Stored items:
▬▬▬▬▬▬
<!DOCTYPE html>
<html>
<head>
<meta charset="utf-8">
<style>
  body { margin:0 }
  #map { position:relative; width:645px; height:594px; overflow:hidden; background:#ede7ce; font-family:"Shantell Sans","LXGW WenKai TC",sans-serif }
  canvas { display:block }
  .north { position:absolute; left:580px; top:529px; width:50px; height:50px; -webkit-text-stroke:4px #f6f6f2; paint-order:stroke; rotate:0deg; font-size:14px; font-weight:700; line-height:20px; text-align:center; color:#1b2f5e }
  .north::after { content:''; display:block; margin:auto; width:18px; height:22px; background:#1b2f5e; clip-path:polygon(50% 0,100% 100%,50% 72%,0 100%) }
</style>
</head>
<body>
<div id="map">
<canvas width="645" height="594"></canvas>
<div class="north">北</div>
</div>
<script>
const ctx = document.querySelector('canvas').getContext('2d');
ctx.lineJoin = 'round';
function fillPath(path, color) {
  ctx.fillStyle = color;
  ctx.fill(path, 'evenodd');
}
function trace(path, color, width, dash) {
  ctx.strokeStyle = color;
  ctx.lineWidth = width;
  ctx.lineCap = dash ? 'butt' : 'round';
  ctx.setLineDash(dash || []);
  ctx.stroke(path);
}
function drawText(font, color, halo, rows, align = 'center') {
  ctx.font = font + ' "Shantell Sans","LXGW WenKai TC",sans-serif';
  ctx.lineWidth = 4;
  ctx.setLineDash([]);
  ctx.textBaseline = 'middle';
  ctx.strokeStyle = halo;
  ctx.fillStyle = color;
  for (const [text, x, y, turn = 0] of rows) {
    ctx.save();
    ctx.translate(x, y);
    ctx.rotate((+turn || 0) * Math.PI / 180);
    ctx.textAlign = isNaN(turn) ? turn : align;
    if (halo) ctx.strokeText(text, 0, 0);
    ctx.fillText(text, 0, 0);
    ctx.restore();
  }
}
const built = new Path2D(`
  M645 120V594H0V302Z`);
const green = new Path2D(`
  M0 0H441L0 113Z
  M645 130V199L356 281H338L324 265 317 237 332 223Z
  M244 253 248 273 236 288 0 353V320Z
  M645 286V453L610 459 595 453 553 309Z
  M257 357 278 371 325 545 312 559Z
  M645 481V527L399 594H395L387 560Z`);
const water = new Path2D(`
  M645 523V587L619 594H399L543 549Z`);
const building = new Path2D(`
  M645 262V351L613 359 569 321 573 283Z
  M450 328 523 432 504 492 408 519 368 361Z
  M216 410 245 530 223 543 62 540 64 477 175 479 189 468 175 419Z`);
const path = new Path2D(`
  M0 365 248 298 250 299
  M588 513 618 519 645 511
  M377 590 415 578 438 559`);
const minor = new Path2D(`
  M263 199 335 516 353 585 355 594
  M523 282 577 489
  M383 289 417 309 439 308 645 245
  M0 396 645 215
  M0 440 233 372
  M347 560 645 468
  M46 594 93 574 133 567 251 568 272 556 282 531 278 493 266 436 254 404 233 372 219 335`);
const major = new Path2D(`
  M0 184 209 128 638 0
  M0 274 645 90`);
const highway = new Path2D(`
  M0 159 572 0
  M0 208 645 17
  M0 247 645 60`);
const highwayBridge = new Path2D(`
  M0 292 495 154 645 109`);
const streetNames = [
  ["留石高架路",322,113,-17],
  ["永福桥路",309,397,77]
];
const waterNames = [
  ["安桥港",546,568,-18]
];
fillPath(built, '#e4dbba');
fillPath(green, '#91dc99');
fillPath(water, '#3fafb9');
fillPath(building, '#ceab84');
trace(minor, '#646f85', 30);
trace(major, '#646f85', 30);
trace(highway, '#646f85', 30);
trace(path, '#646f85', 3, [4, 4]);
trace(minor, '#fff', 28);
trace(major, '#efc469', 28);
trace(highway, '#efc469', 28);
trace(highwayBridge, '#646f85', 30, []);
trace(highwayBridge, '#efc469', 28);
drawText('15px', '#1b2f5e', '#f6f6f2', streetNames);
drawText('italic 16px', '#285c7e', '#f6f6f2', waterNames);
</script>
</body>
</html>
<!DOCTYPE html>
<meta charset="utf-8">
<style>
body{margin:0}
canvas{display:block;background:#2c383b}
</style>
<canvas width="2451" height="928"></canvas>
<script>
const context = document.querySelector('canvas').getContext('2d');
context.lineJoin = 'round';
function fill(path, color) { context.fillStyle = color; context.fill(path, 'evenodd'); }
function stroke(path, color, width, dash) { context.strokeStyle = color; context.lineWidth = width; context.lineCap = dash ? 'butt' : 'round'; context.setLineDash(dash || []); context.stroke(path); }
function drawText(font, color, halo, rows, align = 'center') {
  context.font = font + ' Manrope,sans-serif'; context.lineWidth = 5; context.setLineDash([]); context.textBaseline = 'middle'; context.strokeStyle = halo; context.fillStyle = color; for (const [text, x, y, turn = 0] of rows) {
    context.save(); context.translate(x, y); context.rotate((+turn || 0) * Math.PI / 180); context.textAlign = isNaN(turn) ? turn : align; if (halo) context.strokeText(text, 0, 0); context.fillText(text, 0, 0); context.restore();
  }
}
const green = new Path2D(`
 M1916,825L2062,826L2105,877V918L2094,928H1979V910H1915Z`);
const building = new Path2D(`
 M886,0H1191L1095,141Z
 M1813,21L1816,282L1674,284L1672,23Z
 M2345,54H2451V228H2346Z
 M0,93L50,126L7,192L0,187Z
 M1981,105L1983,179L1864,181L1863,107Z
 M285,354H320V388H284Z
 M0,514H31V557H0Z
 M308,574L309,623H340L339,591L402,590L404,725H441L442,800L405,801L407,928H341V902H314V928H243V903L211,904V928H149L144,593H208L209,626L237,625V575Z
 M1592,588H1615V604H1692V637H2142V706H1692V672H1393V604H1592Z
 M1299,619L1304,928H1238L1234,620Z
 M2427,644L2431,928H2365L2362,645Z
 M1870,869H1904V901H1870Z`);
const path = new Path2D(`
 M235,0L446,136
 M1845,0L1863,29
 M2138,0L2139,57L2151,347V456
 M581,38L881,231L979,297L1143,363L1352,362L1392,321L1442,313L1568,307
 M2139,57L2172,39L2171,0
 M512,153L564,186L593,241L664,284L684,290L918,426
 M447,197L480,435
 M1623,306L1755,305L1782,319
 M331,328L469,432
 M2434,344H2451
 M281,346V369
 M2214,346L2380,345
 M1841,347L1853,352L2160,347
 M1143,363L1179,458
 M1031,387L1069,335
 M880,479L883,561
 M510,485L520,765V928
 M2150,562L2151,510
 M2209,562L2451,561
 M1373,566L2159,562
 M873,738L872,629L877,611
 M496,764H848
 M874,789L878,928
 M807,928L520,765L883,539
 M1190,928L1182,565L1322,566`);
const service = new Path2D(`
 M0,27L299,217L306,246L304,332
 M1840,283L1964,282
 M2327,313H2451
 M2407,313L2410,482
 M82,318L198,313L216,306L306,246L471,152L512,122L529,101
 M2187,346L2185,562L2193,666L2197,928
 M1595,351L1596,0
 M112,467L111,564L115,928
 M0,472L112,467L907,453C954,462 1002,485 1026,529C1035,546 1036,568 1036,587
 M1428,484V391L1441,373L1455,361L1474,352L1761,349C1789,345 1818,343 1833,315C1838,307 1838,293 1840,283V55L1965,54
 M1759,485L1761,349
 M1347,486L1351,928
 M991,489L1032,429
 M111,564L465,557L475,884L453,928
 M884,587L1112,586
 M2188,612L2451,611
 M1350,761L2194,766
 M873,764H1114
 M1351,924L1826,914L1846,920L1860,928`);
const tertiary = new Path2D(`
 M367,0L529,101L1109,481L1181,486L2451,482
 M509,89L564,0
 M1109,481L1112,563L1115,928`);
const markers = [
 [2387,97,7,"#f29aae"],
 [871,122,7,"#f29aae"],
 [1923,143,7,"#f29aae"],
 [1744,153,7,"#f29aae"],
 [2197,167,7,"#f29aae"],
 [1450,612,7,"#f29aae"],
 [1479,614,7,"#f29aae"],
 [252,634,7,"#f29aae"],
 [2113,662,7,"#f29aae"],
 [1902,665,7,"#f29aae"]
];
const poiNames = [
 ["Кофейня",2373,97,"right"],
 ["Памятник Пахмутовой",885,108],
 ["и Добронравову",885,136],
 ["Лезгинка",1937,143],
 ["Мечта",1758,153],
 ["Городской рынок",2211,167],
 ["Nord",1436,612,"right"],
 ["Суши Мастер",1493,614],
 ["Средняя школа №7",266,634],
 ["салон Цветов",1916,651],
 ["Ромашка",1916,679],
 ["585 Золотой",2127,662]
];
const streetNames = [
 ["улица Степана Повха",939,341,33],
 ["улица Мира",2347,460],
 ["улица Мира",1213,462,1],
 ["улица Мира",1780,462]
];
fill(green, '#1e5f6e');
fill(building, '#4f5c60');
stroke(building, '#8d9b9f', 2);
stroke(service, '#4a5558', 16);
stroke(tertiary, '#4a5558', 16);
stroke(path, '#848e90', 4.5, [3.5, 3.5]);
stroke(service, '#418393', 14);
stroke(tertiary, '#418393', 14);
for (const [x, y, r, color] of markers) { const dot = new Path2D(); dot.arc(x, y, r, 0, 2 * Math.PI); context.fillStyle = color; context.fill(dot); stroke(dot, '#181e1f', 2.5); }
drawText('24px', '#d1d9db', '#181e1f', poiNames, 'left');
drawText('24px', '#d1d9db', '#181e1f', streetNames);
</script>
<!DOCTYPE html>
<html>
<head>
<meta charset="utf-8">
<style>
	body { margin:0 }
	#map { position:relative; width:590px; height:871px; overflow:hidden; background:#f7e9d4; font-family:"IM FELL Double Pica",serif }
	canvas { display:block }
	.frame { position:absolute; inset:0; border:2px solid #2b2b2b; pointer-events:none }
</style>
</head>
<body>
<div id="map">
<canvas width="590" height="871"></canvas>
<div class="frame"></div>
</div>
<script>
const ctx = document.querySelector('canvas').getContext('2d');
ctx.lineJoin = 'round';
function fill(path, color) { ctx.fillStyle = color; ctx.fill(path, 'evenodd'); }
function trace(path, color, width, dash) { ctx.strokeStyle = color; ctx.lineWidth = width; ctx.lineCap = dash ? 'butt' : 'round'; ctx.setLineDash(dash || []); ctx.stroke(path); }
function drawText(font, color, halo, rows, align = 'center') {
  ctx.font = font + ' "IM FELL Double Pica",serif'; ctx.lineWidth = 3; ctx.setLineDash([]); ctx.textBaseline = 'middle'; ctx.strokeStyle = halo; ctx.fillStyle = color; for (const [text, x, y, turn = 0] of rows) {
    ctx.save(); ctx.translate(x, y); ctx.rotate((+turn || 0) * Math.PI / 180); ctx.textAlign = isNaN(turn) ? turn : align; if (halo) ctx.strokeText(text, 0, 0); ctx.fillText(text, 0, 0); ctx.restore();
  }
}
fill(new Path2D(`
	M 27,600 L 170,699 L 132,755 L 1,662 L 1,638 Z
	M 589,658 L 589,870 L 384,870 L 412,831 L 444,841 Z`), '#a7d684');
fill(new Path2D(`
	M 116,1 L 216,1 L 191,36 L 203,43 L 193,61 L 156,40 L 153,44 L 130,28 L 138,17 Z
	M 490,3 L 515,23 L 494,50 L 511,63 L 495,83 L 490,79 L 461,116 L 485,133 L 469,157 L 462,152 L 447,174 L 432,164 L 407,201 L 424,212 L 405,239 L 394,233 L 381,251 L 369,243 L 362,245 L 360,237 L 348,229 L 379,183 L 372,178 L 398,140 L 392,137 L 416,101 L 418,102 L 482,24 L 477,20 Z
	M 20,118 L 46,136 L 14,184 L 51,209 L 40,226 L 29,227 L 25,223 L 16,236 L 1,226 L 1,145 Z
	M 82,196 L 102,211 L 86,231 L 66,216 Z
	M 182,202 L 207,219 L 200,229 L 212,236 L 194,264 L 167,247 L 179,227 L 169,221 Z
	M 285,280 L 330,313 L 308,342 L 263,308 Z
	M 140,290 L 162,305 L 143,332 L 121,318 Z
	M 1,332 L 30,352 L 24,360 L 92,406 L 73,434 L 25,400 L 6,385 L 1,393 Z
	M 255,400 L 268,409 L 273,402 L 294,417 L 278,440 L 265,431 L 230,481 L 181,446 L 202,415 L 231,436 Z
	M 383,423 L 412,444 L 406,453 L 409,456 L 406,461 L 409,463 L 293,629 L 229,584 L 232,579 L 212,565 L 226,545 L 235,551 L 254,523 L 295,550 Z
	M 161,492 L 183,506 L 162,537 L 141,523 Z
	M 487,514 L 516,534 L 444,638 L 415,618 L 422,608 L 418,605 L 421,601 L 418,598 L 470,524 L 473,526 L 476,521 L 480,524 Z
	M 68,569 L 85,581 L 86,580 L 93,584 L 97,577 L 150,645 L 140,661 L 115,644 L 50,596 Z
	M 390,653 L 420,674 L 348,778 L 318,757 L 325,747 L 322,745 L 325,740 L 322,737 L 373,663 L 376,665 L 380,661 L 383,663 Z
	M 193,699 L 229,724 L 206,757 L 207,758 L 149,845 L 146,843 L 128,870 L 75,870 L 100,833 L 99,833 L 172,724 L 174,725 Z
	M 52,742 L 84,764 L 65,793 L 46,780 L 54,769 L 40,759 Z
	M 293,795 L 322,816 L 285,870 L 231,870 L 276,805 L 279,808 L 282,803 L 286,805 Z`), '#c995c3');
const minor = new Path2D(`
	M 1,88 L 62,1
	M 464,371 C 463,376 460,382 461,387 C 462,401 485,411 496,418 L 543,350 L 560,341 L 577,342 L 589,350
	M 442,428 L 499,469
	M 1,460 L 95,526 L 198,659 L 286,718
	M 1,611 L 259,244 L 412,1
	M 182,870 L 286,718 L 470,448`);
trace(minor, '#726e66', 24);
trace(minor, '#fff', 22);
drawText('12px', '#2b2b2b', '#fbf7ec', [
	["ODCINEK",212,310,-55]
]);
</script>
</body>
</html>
▬▬▬▬▬▬
[Problem to work on] Of all the entries above, repeat only the lines from the line that has "context.save(); context.translate(x, y);" to the line that has "M886,0H1191L1095,141Z", both lines included, exactly.

[Exercise solution]
    context.save(); context.translate(x, y); context.rotate((+turn || 0) * Math.PI / 180); context.textAlign = isNaN(turn) ? turn : align; if (halo) context.strokeText(text, 0, 0); context.fillText(text, 0, 0); context.restore();
  }
}
const green = new Path2D(`
 M1916,825L2062,826L2105,877V918L2094,928H1979V910H1915Z`);
const building = new Path2D(`
 M886,0H1191L1095,141Z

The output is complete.